The genetics results deriving from GWAS are just the beginning of a new era of research, but new insight on disease genetics has been acquired. First, the risk alleles identified for these diseases explain only between 5–15% of the whole genetic contribution to disease and with odds ratios ranging from 1.01 to 2.4 at the most. Clearly, gene-gene interactions, gene-environment interactions and other genomic structural variation such as copy number variation, the role of rare variants and epigenetics need to be adressed. In this regard, the recent identification of rare, but highly penetrant mutations in the sialic acid acetylestarase gene (SIAE) involved in SLE and RA susceptibility and with an important functional impact in the gene [48] suggests that rare variants may have an important role not yet fully comprehended. Second, most autoimmune diseases, in particular systemic autoimmune diseases share several susceptibility genes. The differences seem to reside on the contribution of each gene in each disease.

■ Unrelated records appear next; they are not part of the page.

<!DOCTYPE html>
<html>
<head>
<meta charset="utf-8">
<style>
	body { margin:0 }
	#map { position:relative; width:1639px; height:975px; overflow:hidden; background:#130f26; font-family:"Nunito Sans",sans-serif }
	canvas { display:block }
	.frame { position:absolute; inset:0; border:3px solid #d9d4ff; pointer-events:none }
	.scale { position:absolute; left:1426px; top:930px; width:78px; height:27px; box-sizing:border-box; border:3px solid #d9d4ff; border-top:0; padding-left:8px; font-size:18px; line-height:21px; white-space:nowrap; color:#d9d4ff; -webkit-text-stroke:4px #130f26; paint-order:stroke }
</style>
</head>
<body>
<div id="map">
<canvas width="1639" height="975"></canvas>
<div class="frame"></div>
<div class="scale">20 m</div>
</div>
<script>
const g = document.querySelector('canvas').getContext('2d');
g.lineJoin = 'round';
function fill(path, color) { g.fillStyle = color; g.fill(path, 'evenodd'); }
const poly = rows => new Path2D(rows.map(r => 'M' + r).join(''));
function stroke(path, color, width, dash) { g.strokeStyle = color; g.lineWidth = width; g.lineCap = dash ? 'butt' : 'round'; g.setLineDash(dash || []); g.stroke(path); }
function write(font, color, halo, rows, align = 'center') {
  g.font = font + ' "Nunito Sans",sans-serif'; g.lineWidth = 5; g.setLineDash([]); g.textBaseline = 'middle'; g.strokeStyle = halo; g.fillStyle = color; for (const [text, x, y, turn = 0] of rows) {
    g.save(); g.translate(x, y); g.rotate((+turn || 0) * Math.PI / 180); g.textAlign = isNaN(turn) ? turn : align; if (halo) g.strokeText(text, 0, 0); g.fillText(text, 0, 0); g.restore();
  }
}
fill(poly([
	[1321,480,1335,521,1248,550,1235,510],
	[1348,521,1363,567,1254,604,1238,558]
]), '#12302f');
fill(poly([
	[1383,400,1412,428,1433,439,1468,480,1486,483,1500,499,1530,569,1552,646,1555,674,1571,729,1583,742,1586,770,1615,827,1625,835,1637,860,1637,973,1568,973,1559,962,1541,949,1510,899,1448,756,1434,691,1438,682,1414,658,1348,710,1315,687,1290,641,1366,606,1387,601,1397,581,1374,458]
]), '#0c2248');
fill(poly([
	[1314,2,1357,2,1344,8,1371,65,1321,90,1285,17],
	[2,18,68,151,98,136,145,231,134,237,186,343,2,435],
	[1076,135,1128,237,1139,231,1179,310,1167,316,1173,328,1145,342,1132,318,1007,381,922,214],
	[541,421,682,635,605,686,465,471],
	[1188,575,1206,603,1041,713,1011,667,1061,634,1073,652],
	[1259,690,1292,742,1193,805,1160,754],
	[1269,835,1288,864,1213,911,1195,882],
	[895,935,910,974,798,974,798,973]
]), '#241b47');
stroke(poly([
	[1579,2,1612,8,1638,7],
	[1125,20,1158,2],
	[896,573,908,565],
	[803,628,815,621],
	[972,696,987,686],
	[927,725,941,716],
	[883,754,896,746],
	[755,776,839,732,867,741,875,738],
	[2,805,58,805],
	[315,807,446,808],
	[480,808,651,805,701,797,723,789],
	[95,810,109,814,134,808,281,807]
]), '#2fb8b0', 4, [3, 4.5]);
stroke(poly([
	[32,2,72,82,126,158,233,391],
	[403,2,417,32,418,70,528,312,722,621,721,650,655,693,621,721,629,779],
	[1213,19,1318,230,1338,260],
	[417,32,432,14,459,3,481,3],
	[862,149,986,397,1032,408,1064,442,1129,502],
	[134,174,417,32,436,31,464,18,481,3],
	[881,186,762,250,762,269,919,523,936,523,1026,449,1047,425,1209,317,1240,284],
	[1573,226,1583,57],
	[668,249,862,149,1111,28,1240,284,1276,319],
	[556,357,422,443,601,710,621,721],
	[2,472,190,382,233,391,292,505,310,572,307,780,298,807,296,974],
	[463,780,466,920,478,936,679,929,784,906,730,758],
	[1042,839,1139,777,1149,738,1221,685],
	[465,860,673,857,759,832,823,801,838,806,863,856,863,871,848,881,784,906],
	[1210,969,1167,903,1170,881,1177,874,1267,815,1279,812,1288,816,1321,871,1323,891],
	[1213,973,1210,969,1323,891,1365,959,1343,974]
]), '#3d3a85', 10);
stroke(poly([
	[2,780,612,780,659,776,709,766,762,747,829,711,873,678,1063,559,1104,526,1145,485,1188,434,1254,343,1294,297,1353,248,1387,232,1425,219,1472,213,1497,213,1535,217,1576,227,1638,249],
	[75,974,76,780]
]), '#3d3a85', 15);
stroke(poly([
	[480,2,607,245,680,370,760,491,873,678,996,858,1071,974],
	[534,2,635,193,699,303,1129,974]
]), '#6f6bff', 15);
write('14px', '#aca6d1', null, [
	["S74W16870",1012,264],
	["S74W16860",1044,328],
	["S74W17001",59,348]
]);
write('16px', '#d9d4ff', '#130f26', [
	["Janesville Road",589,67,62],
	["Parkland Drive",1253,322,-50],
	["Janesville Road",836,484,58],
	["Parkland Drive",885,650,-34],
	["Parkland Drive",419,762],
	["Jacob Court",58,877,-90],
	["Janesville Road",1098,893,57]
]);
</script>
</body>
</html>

HLA alleles have been known to be different from disease to disease, but the risk alleles for non-MHC genes appear, until now to be the same. However while IRF5 and STAT4 are prominent genes in SLE, PTPN22 and TNFAIP3 are major genes in RA and CD247 in SSc. Very few genes are unique for each disease (Figure 1) and whether some genes may predominate in individuals with certain clinical manifestations is still a difficult nut to crack. Phenotyping of samples studied in genetics lack the detail required to define the correlation between clinical maifestations and genes. One possible exception is ITGAM in SLE, a unique gene for lupus importantly associated with kidney disease. Third, studies in different populations are important. Differences and similarities will lead to a comprehensive picture of genetic susceptibility, but may also pave the way to the very needed studies on gene-environmental interactions in autoimmune disease, a theme about which we know practically nothing.

Figure 1.

Figure 1

Unique and shared genes between SLE, RA and SSc

Genetics studies are a starting point to cell biology and immunology studies aimed at understanding disease pathogenesis and the influence of susceptibility genes on cell function. Indeed, we have challenging and exciting times ahead of us.

Acknowledgments

This work has been supported by the NIH grants AI083194, CA141700 and AR058621, the Instituto de Salud Carlos III (FIS) and the Consejería de Salud de Andalucía to MEAR. Funding from the Swedish Research Council, the Swedish Association Against Rheumatism, the King Gustaf Vth-80th Jubilee Fund and the Royal Swedish Academy of Sciences to MEAR for work supported in Sweden are greatly and sincerely acknowledged.